I am trying to understand Steinitz Exchange Lemma from Kurosh's Group Theory:
Suppose in a group $G$, two finite systems of elements are given: $$ u', u'', \ldots, u^{(k)} \hskip5mm (I) \hskip1cm \mbox{ and } \hskip5mm v', v'', \ldots, v^{(l)} \hskip5mm (II) $$ the first of which is linearly independent system, each of whose elements is linearly dependent on the second system. Then $k\le l$ and from $(II)$, $k$ elements can be omitted such that the remaining elements with the elements of $(I)$ form a system equivalent to $(II)$.
My question is simple, but I am not getting my fault in understanding.
Suppose we have group $G=\mathbb{Z}\oplus \mathbb{Z}$, with following systems of elements. $$ (2,0), (0,2) \hskip5mm (I) \hskip1cm \mbox{ and } \hskip1cm (1,0), (0,1)\hskip5mm (II). $$ It is clear that
$(I)$ is linearly independent (their $\mathbb{Z}$-linear combination is zero only when coefficients are zero).
Members of $(I)$ are linearly dependent on $(II)$ (obvious).

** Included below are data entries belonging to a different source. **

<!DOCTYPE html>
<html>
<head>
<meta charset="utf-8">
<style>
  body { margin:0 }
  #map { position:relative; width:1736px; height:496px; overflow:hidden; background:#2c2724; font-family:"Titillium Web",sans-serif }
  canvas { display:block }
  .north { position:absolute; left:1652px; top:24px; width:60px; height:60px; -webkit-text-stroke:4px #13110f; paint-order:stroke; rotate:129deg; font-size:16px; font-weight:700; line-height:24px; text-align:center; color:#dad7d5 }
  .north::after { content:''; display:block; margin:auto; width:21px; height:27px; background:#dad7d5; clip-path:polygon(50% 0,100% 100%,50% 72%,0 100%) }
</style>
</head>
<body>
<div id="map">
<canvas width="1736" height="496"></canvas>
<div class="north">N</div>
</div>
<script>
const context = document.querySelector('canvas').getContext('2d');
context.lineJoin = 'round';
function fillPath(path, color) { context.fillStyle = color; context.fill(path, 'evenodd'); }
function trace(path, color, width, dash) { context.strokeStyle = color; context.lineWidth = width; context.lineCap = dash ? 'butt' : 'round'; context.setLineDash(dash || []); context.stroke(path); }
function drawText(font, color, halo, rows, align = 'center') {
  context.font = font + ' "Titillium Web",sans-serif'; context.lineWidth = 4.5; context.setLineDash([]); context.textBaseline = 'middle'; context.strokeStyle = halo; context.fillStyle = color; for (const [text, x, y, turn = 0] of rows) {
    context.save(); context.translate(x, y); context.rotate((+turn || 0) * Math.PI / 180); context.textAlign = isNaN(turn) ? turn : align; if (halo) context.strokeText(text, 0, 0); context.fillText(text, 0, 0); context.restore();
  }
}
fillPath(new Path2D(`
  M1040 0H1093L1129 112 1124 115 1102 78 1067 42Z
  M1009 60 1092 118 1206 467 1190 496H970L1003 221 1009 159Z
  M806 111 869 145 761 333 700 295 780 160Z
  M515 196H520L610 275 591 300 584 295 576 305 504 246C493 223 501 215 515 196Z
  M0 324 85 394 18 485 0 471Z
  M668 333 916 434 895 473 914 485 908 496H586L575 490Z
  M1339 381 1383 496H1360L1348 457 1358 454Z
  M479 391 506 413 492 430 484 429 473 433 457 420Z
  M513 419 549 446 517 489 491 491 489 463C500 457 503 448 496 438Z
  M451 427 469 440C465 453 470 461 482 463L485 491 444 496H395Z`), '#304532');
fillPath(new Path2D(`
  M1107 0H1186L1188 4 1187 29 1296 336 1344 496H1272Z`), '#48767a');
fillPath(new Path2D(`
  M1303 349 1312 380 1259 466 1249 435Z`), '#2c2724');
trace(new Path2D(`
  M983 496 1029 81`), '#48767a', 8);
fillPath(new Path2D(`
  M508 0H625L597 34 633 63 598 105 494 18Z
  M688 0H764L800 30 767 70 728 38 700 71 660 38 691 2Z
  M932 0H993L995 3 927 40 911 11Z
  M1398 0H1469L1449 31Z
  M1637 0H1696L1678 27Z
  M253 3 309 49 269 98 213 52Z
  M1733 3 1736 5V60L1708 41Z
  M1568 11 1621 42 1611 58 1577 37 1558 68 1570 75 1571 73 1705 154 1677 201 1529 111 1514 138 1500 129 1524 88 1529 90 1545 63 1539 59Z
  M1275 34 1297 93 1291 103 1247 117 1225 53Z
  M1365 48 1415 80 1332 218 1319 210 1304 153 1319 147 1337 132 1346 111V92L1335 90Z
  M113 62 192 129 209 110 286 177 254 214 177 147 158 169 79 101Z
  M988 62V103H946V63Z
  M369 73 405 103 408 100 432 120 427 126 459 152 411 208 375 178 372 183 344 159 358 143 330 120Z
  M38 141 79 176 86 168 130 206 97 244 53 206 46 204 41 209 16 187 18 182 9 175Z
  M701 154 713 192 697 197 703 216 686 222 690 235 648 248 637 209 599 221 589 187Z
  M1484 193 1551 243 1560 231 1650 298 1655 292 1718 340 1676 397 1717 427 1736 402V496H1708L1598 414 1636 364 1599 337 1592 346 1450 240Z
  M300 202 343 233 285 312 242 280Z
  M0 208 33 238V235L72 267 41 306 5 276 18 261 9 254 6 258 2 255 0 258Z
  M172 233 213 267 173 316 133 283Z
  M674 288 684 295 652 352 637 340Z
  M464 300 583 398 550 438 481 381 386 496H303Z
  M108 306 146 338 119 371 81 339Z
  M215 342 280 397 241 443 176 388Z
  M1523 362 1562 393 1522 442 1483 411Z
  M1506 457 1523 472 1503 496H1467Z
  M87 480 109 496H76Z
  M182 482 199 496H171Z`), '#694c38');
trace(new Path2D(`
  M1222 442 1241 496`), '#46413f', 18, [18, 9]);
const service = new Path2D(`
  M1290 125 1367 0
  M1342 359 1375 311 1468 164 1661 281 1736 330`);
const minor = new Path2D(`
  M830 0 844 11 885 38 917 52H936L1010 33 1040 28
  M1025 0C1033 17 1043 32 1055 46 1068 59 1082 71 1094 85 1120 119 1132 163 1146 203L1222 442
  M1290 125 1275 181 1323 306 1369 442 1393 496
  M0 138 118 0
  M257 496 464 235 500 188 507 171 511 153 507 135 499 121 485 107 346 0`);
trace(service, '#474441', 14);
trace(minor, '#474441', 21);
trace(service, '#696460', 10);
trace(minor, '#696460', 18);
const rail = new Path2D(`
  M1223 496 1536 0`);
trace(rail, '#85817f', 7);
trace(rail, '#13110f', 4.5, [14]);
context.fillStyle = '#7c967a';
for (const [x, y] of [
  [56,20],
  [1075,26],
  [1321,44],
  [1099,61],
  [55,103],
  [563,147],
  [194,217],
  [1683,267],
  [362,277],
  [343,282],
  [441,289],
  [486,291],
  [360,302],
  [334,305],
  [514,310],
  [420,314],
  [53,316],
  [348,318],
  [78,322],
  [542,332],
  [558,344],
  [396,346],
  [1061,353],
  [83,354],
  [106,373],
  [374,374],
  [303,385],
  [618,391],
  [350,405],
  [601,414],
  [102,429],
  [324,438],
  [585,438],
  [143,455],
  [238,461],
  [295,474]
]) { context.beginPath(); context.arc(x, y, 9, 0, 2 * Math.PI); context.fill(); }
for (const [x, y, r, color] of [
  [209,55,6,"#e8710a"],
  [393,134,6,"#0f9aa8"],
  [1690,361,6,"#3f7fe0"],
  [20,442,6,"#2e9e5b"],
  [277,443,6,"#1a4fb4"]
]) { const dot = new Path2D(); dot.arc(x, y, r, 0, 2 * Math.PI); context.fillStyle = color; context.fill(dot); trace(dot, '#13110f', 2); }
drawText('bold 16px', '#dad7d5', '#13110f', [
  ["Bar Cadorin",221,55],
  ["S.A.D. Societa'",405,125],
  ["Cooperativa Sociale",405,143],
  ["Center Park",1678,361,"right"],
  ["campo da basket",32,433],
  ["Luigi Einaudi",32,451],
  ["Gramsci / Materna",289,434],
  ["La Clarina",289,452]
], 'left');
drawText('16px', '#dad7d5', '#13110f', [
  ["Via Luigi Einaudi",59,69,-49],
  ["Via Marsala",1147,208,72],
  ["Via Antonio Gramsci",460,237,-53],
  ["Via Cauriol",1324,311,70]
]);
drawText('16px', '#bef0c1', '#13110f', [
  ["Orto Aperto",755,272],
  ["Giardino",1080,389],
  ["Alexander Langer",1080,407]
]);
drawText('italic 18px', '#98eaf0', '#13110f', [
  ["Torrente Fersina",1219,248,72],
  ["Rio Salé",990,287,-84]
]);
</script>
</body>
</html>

$k\le l$ (they are equal to two both).
As per assertion, we can omit two elements from $(II)$ and replacing them two elements from $(I)$, we get a system equivalent to $(II)$; it means that $(I)$ and $(II)$ should be equivalent. But this is not the case - members of $(II)$ are not $\mathbb{Z}$-combinations of members of $(I)$.
Can anybody point out my misunderstanding?